» **What to work on**: Below are records; please write out exactly the lines from the first line through the line containing "0 #a3a4a8) drop-shadow(-2px", with no pictures.

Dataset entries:
____
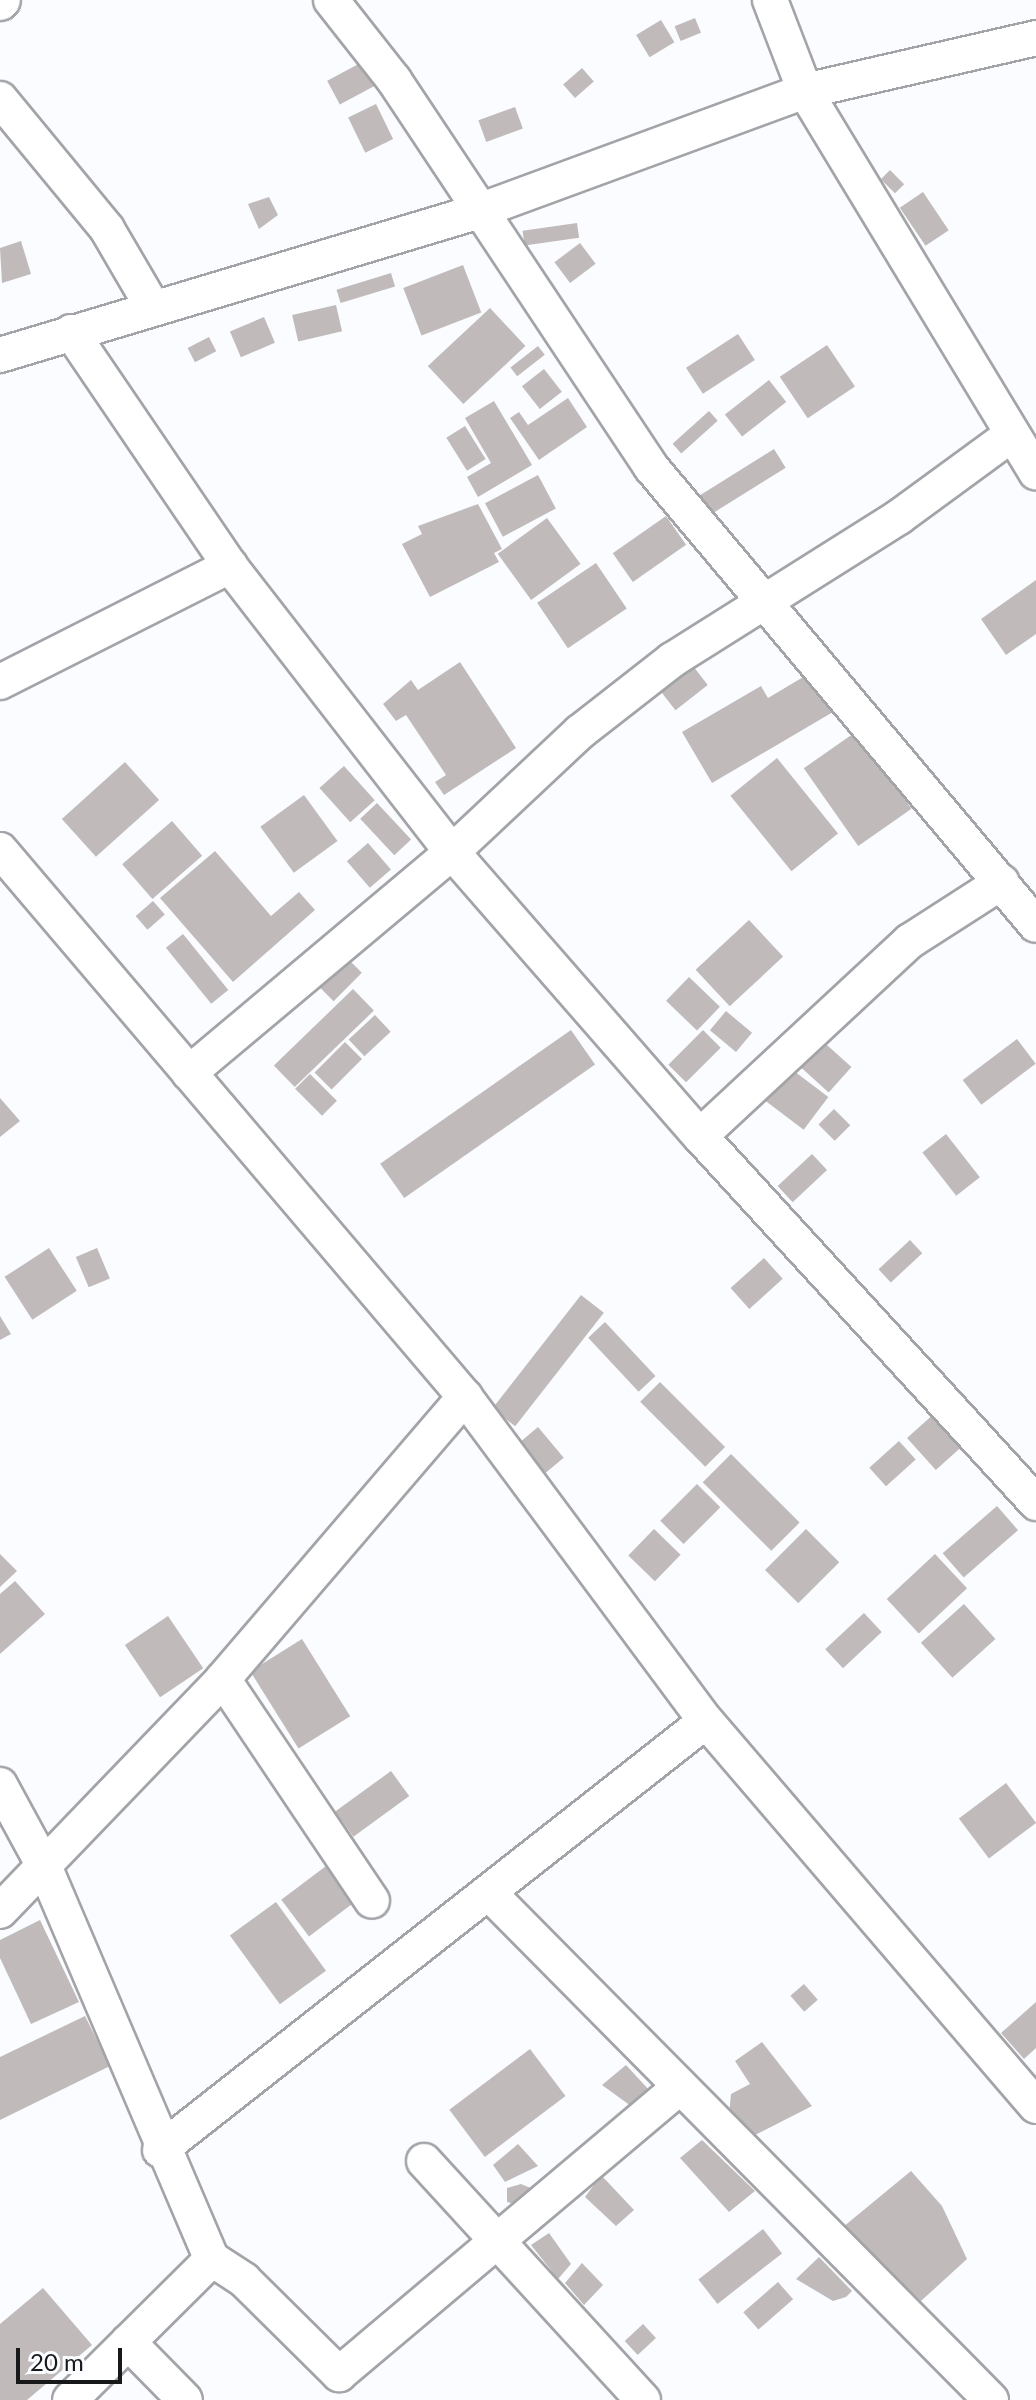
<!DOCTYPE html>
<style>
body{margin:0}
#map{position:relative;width:1036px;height:2400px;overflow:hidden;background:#fafcff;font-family:Lato,sans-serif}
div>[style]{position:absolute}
.building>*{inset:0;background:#c0bbba;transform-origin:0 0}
.roads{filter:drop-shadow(2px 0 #a3a4a8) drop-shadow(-2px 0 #a3a4a8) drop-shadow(0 2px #a3a4a8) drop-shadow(0 -2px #a3a4a8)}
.minor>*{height:34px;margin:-17px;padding:0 17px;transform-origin:17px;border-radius:17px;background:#fff}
span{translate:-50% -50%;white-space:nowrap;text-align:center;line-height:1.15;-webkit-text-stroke:8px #fafcff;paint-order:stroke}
.scale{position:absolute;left:16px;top:2348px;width:106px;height:36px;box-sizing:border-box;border:4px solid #171819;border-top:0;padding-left:10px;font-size:24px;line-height:28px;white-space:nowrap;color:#171819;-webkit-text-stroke:6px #fafcff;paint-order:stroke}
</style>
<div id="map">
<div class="building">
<div style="left:695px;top:18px;width:16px;height:22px;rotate:68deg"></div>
<div style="left:661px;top:20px;width:26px;height:29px;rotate:59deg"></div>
<div style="left:366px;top:60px;width:27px;height:44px;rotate:62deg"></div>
<div style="left:582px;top:68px;width:18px;height:25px;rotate:49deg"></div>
<div style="left:376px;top:104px;width:39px;height:31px;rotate:64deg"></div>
<div style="left:515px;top:107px;width:23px;height:39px;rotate:70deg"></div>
<div style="left:890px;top:170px;width:20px;height:13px;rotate:45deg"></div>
<div style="left:923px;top:192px;width:46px;height:28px;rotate:56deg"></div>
<div style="clip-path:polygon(269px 197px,278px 215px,259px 229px,248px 204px)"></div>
<div style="left:577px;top:223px;width:15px;height:55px;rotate:82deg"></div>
<div style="clip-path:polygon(21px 241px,31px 274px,2px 283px,0 248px)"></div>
<div style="left:580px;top:243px;width:26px;height:32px;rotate:53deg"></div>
<div style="left:463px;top:265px;width:51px;height:64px;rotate:69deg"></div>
<div style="left:391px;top:273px;width:14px;height:57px;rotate:73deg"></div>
<div style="left:336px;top:305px;width:27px;height:45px;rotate:77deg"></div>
<div style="left:490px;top:308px;width:52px;height:85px;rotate:47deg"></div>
<div style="left:264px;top:317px;width:28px;height:37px;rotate:67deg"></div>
<div style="left:738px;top:334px;width:31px;height:62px;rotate:57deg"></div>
<div style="left:209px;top:337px;width:16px;height:24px;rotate:63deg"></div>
<div style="left:827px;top:345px;width:50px;height:57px;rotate:56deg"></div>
<div style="left:538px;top:346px;width:11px;height:35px;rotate:52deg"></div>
<div style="left:544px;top:369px;width:29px;height:28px;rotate:52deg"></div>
<div style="left:769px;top:380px;width:28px;height:56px;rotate:52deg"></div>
<div style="clip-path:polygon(568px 398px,587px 427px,539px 460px,510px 418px,519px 412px,528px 425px)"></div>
<div style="clip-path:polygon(494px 401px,532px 465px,478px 497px,467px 477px,491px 463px,465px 418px)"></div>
<div style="left:709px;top:411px;width:13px;height:49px;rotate:48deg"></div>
<div style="left:465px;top:426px;width:39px;height:22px;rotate:58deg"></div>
<div style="left:774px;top:449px;width:22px;height:91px;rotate:58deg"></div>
<div style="left:538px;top:475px;width:38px;height:60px;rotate:62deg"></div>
<div style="clip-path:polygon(478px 504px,502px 549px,494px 553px,499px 562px,430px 597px,402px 544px,422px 534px,418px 526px)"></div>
<div style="left:666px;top:516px;width:35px;height:65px;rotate:55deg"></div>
<div style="left:547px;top:518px;width:57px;height:61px;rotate:54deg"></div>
<div style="left:596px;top:563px;width:55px;height:71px;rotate:56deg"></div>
<div style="clip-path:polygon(1036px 580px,1036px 634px,1006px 655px,981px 619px)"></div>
<div style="clip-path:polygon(460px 662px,516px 748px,444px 795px,435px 782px,446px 775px,406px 715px,396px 721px,383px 704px,411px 680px,418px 690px)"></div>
<div style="left:693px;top:666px;width:24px;height:41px;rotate:52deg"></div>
<div style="clip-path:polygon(810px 673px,833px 712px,712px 783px,682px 732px,761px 686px,768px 698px)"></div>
<div style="left:857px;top:731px;width:95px;height:65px;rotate:55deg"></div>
<div style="left:777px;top:758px;width:97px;height:60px;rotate:51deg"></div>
<div style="left:125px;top:762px;width:51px;height:85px;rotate:48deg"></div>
<div style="left:344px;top:766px;width:46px;height:33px;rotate:48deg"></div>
<div style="left:304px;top:795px;width:57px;height:54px;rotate:54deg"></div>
<div style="left:377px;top:803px;width:50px;height:23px;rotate:47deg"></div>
<div style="left:172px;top:821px;width:46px;height:66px;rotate:49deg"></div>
<div style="left:368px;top:843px;width:35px;height:28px;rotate:49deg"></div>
<div style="clip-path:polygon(215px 851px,271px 916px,299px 892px,315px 910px,233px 982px,160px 898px)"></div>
<div style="left:153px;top:901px;width:18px;height:23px;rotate:49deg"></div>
<div style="left:749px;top:920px;width:50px;height:73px;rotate:47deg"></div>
<div style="left:183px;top:934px;width:72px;height:22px;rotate:51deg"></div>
<div style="left:347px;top:958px;width:21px;height:40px;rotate:45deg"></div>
<div style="left:689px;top:977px;width:43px;height:33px;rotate:44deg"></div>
<div style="left:353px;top:989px;width:30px;height:110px;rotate:46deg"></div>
<div style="left:726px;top:1011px;width:34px;height:25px;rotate:40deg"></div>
<div style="left:375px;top:1015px;width:23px;height:36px;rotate:47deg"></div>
<div style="left:571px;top:1030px;width:42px;height:233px;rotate:55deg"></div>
<div style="left:703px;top:1030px;width:25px;height:49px;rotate:45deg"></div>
<div style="left:818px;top:1037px;width:45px;height:34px;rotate:42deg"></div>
<div style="left:1017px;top:1039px;width:31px;height:68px;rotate:53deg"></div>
<div style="left:345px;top:1042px;width:24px;height:43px;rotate:45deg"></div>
<div style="left:786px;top:1065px;width:53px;height:41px;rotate:37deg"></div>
<div style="left:310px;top:1074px;width:38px;height:21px;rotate:45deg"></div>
<div style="clip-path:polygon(0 1098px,20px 1121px,0 1137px)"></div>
<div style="left:834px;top:1109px;width:23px;height:22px;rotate:45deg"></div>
<div style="left:946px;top:1134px;width:55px;height:30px;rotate:52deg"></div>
<div style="left:812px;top:1154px;width:22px;height:47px;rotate:47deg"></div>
<div style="left:910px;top:1240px;width:18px;height:43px;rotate:47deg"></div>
<div style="left:49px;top:1248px;width:51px;height:53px;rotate:57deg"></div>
<div style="left:97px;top:1248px;width:33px;height:23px;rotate:67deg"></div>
<div style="left:764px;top:1258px;width:28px;height:45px;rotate:48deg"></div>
<div style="left:581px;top:1295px;width:29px;height:144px;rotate:38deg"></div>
<div style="clip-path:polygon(0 1316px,11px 1334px,0 1340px)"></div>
<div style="left:605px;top:1322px;width:74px;height:23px;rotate:47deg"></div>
<div style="left:660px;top:1382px;width:92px;height:28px;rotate:45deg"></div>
<div style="left:936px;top:1412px;width:43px;height:39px;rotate:48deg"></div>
<div style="left:538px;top:1427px;width:40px;height:38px;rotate:50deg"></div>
<div style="left:899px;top:1441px;width:25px;height:40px;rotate:48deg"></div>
<div style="left:731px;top:1454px;width:97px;height:40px;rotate:45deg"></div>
<div style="left:697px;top:1484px;width:33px;height:52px;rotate:45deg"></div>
<div style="left:997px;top:1506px;width:32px;height:72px;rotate:49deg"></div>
<div style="left:654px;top:1529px;width:37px;height:37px;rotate:44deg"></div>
<div style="left:806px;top:1529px;width:47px;height:58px;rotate:45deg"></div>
<div style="clip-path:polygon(0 1554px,17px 1571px,0 1587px)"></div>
<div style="left:935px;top:1554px;width:47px;height:66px;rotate:47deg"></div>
<div style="clip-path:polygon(15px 1581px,45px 1614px,0 1654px,0 1594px)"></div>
<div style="left:964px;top:1604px;width:47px;height:58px;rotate:48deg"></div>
<div style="left:864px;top:1613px;width:26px;height:53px;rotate:47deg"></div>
<div style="left:168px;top:1616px;width:63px;height:52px;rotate:56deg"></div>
<div style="left:302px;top:1639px;width:91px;height:61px;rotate:58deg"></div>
<div style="left:391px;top:1771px;width:31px;height:69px;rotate:54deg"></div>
<div style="left:1006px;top:1783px;width:50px;height:59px;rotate:53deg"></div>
<div style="left:326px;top:1866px;width:46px;height:56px;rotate:53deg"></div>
<div style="left:276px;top:1902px;width:85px;height:57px;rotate:54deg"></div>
<div style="clip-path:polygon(40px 1920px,79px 2002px,31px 2024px,0 1958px,0 1940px)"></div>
<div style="left:804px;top:1984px;width:21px;height:18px;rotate:49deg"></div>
<div style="clip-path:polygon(1036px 2002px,1036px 2048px,1024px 2059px,1001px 2033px)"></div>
<div style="clip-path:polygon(85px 2016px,110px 2066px,0 2120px,0 2057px)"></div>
<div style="clip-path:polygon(762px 2042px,812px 2106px,751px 2137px,729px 2115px,731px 2094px,750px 2084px,735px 2061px)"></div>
<div style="left:530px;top:2049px;width:59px;height:101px;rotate:53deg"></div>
<div style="clip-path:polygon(626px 2065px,650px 2091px,635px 2109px,602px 2085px)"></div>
<div style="clip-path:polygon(702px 2140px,755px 2191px,729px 2212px,680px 2158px)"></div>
<div style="clip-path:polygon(518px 2144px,538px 2166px,505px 2182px,493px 2165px)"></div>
<div style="clip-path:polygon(911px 2171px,942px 2206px,967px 2259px,921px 2301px,843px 2227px)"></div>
<div style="clip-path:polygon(601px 2175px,634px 2210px,616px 2226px,585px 2197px)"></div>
<div style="clip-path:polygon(521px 2184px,543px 2193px,535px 2210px,507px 2202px,507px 2188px)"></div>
<div style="left:763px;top:2229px;width:31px;height:82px;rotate:52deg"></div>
<div style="clip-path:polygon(549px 2233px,571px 2264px,558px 2279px,531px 2245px)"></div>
<div style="clip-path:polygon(819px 2257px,852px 2291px,846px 2297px,833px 2301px,796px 2279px)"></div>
<div style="clip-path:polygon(582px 2263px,603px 2285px,584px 2305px,565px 2283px)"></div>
<div style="left:778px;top:2282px;width:23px;height:46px;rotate:49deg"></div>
<div style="clip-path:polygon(43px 2288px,92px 2345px,27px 2400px,0 2400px,0 2324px)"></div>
<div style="left:643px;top:2324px;width:19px;height:25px;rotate:47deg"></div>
</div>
<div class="roads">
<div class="minor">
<div style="left:331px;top:0;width:102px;rotate:51.8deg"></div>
<div style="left:394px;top:80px;width:465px;rotate:56.4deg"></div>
<div style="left:651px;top:467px;width:598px;rotate:49.95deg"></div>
<div style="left:770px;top:0;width:97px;rotate:69deg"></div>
<div style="left:805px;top:91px;width:446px;rotate:58.8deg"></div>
<div style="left:0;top:3px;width:4px;rotate:-45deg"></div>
<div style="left:0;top:99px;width:168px;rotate:50.5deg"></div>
<div style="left:107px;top:229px;width:89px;rotate:59.7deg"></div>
<div style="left:71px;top:332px;width:283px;rotate:55.8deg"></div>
<div style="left:230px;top:566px;width:362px;rotate:52.2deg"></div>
<div style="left:452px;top:852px;width:377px;rotate:48.9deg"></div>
<div style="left:700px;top:1136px;width:287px;rotate:-42.9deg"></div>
<div style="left:910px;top:941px;width:109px;rotate:-32.7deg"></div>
<div style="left:0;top:355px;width:497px;rotate:-16.7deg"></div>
<div style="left:476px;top:212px;width:351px;rotate:-20.2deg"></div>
<div style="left:805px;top:91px;width:237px;rotate:-12.9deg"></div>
<div style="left:0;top:682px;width:258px;rotate:-26.8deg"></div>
<div style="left:0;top:850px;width:718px;rotate:49.63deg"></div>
<div style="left:465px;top:1397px;width:404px;rotate:53.4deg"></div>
<div style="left:706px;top:1721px;width:507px;rotate:49.4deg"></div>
<div style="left:189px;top:1073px;width:344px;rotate:-40deg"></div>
<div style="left:452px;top:852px;width:175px;rotate:-43.2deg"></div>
<div style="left:580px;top:732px;width:117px;rotate:-38deg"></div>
<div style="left:672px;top:660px;width:268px;rotate:-32.2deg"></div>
<div style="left:899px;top:517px;width:139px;rotate:-36.2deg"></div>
<div style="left:700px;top:1136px;width:498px;rotate:47.5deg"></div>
<div style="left:223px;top:1679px;width:267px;rotate:56.1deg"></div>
<div style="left:0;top:1785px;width:92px;rotate:61.5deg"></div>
<div style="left:44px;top:1866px;width:427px;rotate:66.9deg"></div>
<div style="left:212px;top:2259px;width:200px;rotate:135.2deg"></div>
<div style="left:490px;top:1894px;width:712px;rotate:45.28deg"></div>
<div style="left:0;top:1911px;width:322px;rotate:-46.1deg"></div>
<div style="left:223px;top:1679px;width:372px;rotate:-49.4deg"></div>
<div style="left:160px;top:2150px;width:694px;rotate:-38.16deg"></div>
<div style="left:424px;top:2161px;width:324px;rotate:47.5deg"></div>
<div style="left:212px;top:2259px;width:38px;rotate:33deg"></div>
<div style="left:244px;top:2280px;width:134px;rotate:44.7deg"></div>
<div style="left:339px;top:2374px;width:446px;rotate:-40.1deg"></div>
<div style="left:128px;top:2342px;width:81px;rotate:45.5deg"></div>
</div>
</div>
<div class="scale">20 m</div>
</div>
____
» **Expected answer**:
<!DOCTYPE html>
<style>
body{margin:0}
#map{position:relative;width:1036px;height:2400px;overflow:hidden;background:#fafcff;font-family:Lato,sans-serif}
div>[style]{position:absolute}
.building>*{inset:0;background:#c0bbba;transform-origin:0 0}
.roads{filter:drop-shadow(2px 0 #a3a4a8) drop-shadow(-2px 0 #a3a4a8) drop-shadow(0 2px #a3a4a8) drop-shadow(0 -2px #a3a4a8)}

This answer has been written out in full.